5.3    Federated Access Control Methods

5.3.1   Shibboleth

Shibboleth is a software package and specification built upon SAML that enables a user who is authenticated by a site (foo.edu,  the origin site) to have specific attributes asserted by a party at foo.edu, and have that assertion understood, and trusted by bar.edu (the target site) another site participating in a Shibboleth “club.”  More information regarding the Shibboleth project and its specifications can be found at http://middleware.internet2.edu/shibboleth/.  In its current version, Shibboleth is not able to aggregate assertions about a single user from multiple attribute authorities so it is not a standalone solution to the third-party authorization scenario described above.

Shibboleth concepts could provide the basis for an access control mechanism for the PDA address book scenario.  A potential method would be to allow the issuing of entitlement attributes which grant access to specific directory objects and which could be revoked at any time by the subject.  An architectural element such as the Data Router (5.7) may be the appropriate mechanism to provide access to data through such means, as LDAP (without extension) would most likely not be sufficient.

5.3.2   Liberty Alliance

The Liberty Alliance is an industry consortium founded in part to develop methods for federated identity management.  More information, and specifications for the Liberty Alliance protocols can be found at http://www.projectliberty.org.  Currently, the protocols revolve around procedures to manage bindings between multiple network identities existing on Liberty Alliance-enabled web sites, through trusted parties known as “identity providers”.  Authenticating to an identity provider provides you a single-sign-on environment between multiple sites.  Liberty does not currently address sharing attributes of an identity between sites.
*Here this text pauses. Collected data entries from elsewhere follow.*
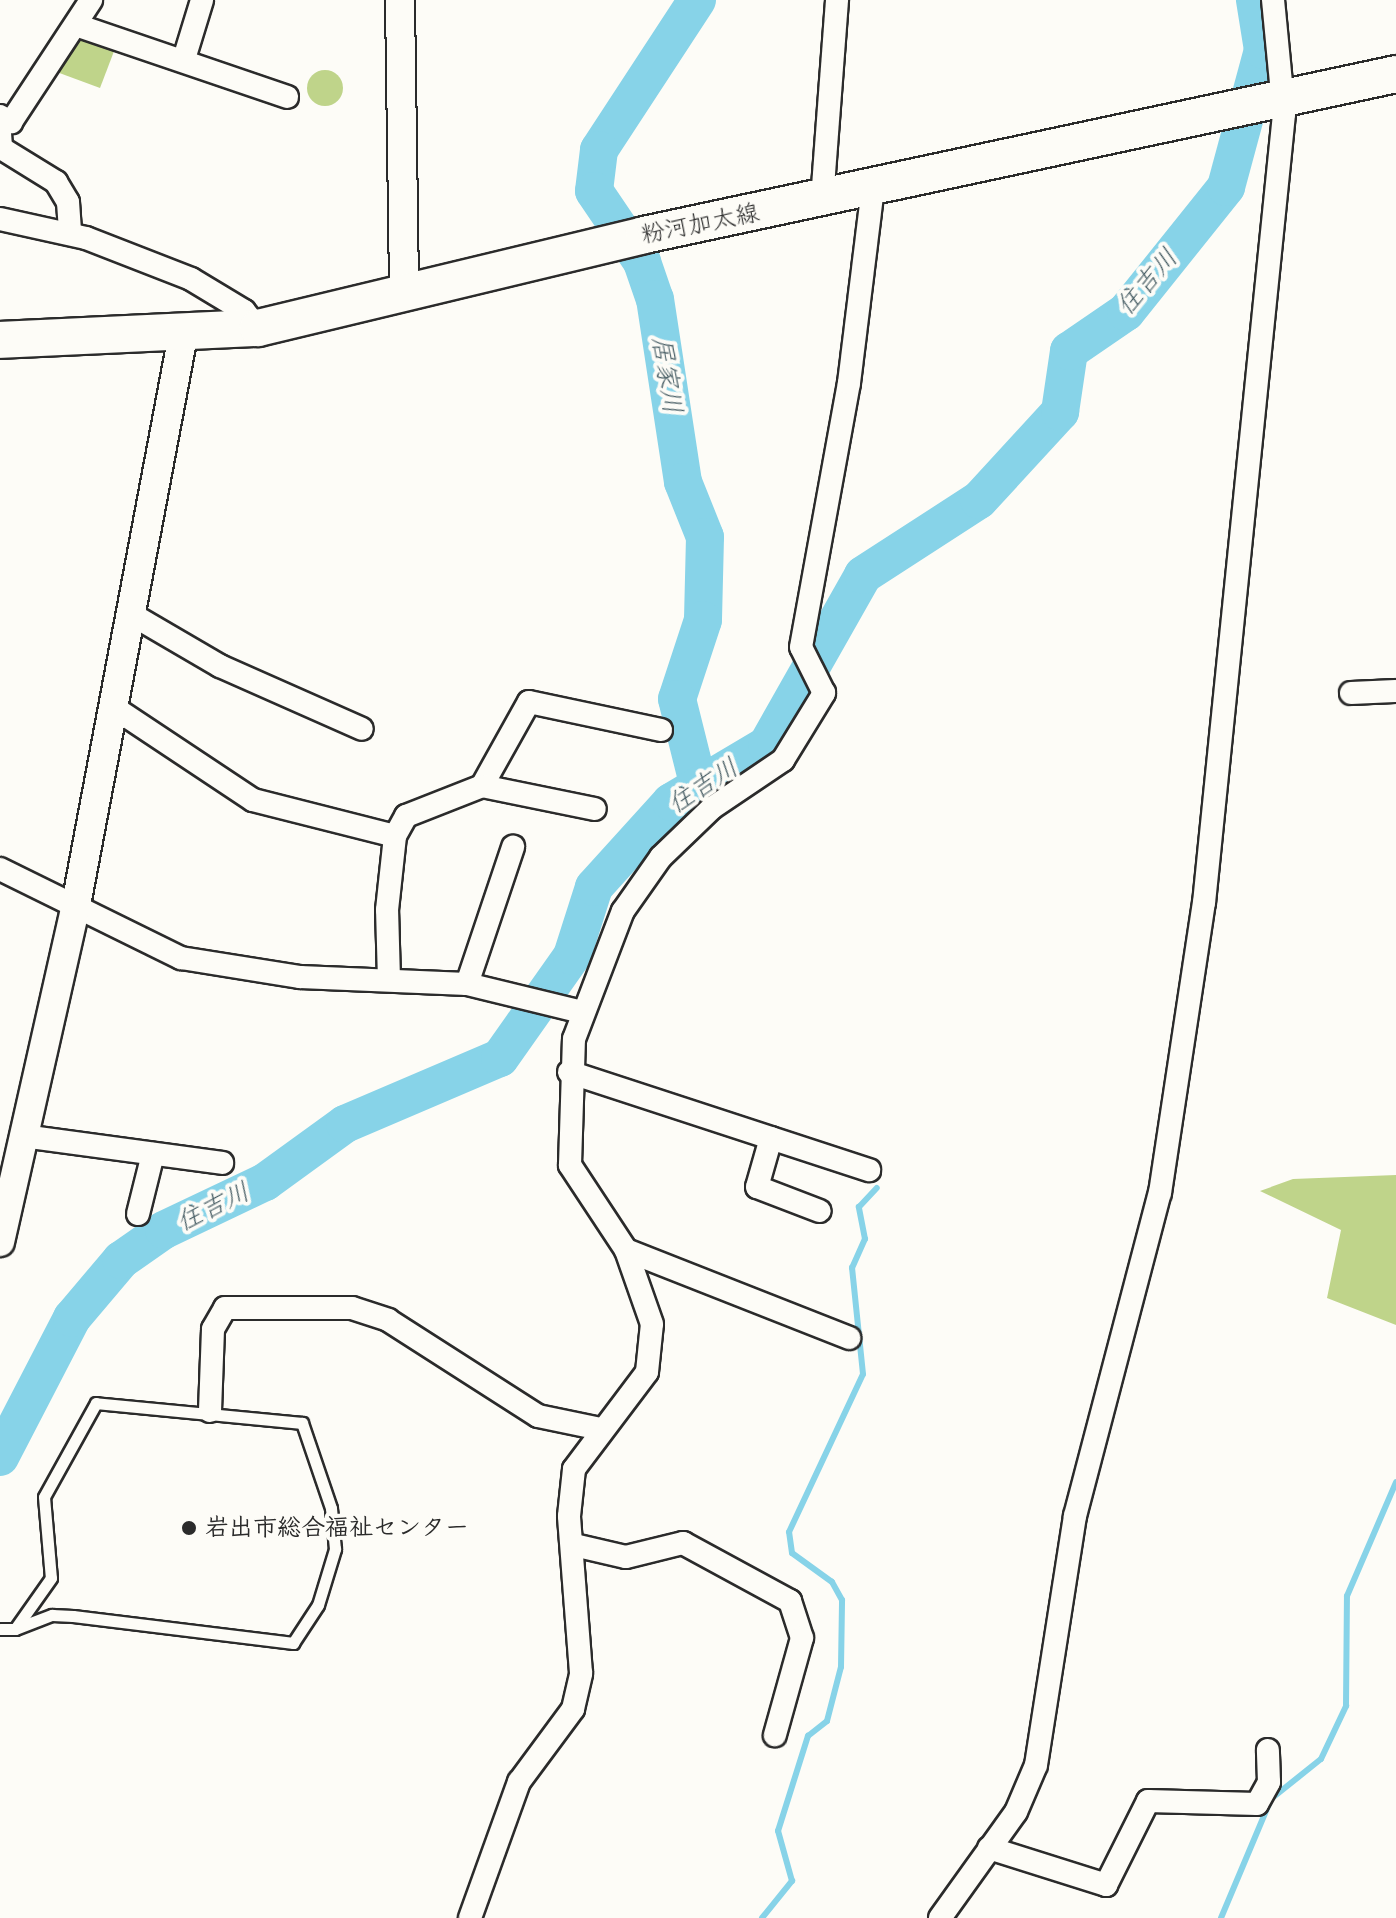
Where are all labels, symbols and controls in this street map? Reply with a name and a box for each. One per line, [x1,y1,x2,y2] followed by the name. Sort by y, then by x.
[638,198,762,250] street label: 粉河加太線
[1110,242,1184,322] water label: 住吉川
[645,334,689,416] water label: 居家川
[662,752,744,820] water label: 住吉川
[171,1176,255,1238] water label: 住吉川
[205,1514,469,1542] place label: 岩出市総合福祉センター
[180,1519,198,1537] marker: 岩出市総合福祉センター

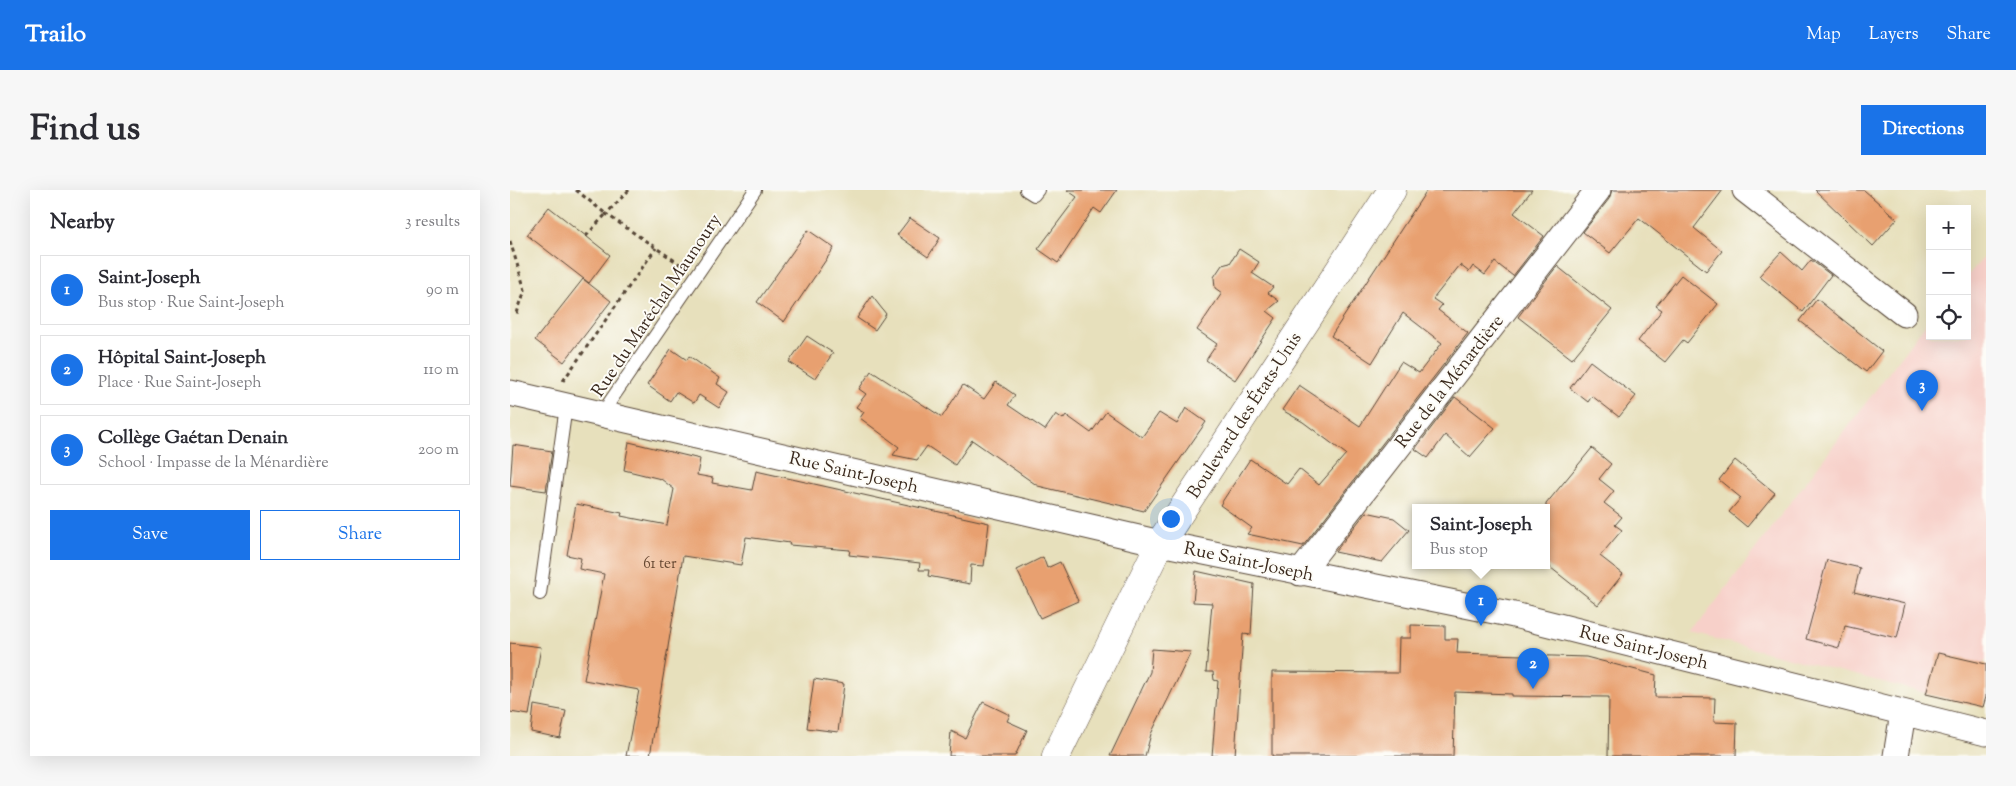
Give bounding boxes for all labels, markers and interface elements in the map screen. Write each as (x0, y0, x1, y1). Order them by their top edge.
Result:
text: Trailo (25, 18, 86, 52)
text: Map (1806, 22, 1841, 48)
text: Layers (1869, 22, 1919, 48)
text: Share (1947, 22, 1991, 48)
text: Find us (30, 105, 140, 156)
button: Directions (1861, 105, 1986, 155)
map controls (1926, 205, 1971, 340)
button: + (1926, 205, 1971, 250)
text: Nearby (50, 208, 115, 238)
street label: Rue du Maréchal Maunoury (586, 209, 729, 403)
text: 3 results (405, 211, 460, 234)
button: − (1926, 250, 1971, 295)
text: Saint-Joseph (98, 265, 201, 292)
text: 1 (64, 279, 70, 302)
text: 90 m (426, 279, 459, 302)
text: Bus stop · Rue Saint-Joseph (98, 292, 285, 315)
button: locate (1926, 295, 1971, 340)
street label: Rue de la Ménardière (1390, 310, 1511, 455)
street label: Boulevard des États-Unis (1182, 328, 1309, 504)
text: Hôpital Saint-Joseph (98, 345, 266, 372)
text: 2 (63, 359, 71, 382)
text: 110 m (423, 359, 459, 382)
pin: 3 (1906, 370, 1938, 411)
text: Place · Rue Saint-Joseph (98, 372, 262, 395)
text: Collège Gaétan Denain (98, 425, 288, 452)
text: 3 (64, 439, 70, 462)
text: 200 m (418, 439, 459, 462)
street label: Rue Saint-Joseph (786, 446, 921, 502)
text: School · Impasse de la Ménardière (98, 452, 329, 475)
popup (1412, 504, 1550, 569)
your location (1158, 506, 1184, 532)
button: Save (50, 510, 250, 560)
button: Share (260, 510, 460, 560)
text: Saint-Joseph (1430, 512, 1532, 539)
street label: Rue Saint-Joseph (1181, 537, 1316, 590)
text: Bus stop (1430, 539, 1488, 562)
house number: 61 ter (643, 554, 677, 575)
pin: 1 (1465, 585, 1497, 626)
street label: Rue Saint-Joseph (1576, 620, 1711, 678)
pin: 2 (1517, 648, 1549, 689)

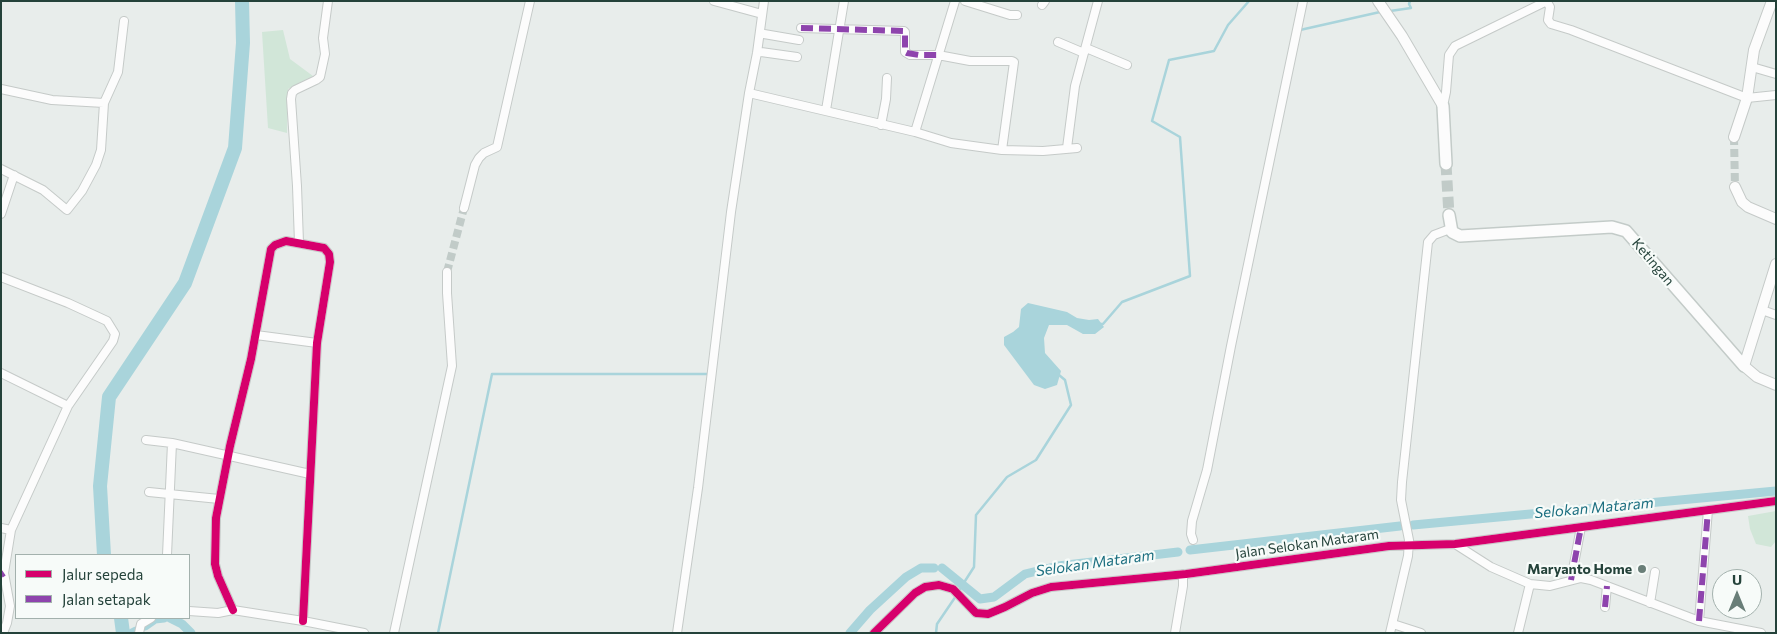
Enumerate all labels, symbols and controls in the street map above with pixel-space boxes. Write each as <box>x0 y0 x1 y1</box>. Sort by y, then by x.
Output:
street label: Ketingan <box>1628 235 1678 289</box>
water label: Selokan Mataram <box>1534 494 1654 522</box>
street label: Jalan Selokan Mataram <box>1234 526 1380 562</box>
water label: Selokan Mataram <box>1034 546 1156 580</box>
legend <box>15 554 190 619</box>
place label: Maryanto Home <box>1527 561 1632 577</box>
marker: Maryanto Home <box>1636 563 1648 575</box>
text: Jalur sepeda <box>62 565 143 583</box>
north arrow <box>1712 569 1762 619</box>
text: U <box>1732 571 1742 588</box>
text: Jalan setapak <box>62 590 151 608</box>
This functionality is currently slated to appear in a future release of their specifications.  However, what is well-described are methods in which affiliations between identities at multiple locations can be created, managed, and potentially broken, under the control of the person in question.

5.3.3   WS-Security

WS-Security (Web-Services Security) is a specification developed primarily by Microsoft and IBM that has now been turned over to OASIS for finalization.  Its focus is to specify a standard method of transport for security credentials in a web services environment.  Currently, the encapsulation and transport of Kerberos and SAML credentials are covered.  While it does not provide methods for establish trust in a cross-realm environment, it will be an emerging method of transport for higher-level authN and authZ assertions.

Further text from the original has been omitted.